**Stored items:**
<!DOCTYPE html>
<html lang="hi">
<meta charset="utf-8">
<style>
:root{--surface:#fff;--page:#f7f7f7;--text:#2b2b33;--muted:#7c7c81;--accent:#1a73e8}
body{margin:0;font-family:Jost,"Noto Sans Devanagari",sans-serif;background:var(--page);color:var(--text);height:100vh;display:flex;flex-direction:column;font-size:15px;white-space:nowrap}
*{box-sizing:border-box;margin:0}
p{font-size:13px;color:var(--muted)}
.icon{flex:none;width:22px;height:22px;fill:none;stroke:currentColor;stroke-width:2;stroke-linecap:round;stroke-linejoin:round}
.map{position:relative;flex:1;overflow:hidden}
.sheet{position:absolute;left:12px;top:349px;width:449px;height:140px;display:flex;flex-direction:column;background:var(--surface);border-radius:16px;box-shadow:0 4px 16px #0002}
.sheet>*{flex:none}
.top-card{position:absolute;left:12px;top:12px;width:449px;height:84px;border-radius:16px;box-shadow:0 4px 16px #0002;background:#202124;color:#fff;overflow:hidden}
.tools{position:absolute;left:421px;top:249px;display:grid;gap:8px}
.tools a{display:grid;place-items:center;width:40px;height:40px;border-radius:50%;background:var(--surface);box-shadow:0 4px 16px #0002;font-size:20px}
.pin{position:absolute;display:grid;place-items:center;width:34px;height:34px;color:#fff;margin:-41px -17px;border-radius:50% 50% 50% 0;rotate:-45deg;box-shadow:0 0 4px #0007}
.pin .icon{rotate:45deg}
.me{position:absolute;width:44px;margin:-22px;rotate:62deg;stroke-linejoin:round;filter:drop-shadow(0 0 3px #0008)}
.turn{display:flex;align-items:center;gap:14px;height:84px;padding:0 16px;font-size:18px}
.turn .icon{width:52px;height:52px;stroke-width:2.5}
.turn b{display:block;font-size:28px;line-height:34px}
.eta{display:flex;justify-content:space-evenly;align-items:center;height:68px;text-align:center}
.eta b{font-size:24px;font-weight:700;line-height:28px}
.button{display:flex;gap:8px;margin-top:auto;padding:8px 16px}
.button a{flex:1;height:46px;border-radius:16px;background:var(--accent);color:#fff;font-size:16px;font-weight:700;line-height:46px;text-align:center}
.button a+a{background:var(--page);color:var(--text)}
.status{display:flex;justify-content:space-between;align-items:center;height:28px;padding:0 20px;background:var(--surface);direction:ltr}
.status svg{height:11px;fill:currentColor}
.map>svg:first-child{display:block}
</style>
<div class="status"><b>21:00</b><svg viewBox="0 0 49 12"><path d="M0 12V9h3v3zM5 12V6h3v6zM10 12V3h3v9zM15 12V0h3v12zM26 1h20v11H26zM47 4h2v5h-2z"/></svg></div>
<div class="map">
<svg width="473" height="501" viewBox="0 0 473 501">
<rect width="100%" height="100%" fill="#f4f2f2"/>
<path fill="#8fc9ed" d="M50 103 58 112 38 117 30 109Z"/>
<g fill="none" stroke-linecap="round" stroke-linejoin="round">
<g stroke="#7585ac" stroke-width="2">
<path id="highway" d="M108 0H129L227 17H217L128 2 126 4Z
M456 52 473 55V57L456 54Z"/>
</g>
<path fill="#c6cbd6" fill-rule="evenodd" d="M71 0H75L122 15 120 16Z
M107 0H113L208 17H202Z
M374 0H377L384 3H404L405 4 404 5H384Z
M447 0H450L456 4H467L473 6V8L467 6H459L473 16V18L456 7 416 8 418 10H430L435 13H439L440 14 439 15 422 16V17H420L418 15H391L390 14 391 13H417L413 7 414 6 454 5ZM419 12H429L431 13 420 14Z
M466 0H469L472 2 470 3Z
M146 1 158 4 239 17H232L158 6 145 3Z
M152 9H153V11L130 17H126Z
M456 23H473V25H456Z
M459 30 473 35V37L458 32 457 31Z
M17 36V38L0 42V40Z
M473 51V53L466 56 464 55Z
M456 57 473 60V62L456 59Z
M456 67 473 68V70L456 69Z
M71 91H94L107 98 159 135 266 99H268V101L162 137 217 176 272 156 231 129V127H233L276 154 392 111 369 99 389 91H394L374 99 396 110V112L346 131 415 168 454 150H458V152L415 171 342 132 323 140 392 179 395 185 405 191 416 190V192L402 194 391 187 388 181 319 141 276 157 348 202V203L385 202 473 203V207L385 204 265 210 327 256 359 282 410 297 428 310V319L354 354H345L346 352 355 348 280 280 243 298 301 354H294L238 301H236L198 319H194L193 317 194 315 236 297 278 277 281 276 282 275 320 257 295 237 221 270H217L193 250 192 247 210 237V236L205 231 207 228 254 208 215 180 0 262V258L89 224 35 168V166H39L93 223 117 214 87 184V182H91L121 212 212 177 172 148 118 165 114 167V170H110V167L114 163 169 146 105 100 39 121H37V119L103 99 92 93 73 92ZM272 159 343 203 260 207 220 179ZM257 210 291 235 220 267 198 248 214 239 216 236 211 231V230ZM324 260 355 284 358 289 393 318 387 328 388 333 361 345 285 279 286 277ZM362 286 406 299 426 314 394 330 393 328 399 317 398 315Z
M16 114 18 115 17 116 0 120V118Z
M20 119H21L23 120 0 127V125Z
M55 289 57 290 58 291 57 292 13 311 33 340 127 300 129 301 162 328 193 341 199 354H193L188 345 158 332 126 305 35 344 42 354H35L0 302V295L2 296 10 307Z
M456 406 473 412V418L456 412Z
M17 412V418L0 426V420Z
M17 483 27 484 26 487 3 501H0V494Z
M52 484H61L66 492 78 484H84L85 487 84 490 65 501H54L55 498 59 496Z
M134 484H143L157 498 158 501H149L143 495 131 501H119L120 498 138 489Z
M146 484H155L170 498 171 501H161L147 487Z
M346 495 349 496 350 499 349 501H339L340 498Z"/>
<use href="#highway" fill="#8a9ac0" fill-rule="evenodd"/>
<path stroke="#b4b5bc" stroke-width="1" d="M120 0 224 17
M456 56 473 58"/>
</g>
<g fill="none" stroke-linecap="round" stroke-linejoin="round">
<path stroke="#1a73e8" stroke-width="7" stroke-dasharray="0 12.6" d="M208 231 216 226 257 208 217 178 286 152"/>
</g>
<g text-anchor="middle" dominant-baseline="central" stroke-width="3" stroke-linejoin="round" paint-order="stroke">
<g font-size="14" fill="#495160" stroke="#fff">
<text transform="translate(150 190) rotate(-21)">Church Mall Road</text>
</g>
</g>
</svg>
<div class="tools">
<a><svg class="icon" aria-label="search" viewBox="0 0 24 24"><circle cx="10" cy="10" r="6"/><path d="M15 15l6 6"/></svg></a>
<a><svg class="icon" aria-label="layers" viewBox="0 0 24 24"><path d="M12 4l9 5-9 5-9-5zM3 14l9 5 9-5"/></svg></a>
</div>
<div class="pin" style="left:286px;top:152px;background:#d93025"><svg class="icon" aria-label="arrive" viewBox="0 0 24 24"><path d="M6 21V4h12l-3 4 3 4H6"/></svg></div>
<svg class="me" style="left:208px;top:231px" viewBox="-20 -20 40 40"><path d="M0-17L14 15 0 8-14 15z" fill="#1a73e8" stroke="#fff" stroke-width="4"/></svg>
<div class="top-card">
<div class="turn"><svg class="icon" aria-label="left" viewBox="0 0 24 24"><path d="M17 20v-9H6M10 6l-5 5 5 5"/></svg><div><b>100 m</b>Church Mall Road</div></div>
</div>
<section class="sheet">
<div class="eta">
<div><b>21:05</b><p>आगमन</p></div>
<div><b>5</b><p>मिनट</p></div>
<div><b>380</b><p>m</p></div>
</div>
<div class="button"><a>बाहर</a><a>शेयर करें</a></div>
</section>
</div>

**Work request:**
Filter the entries above and copy only the lines that hold "hidden".

**Answer to this problem:**
.map{position:relative;flex:1;overflow:hidden}
.top-card{position:absolute;left:12px;top:12px;width:449px;height:84px;border-radius:16px;box-shadow:0 4px 16px #0002;background:#202124;color:#fff;overflow:hidden}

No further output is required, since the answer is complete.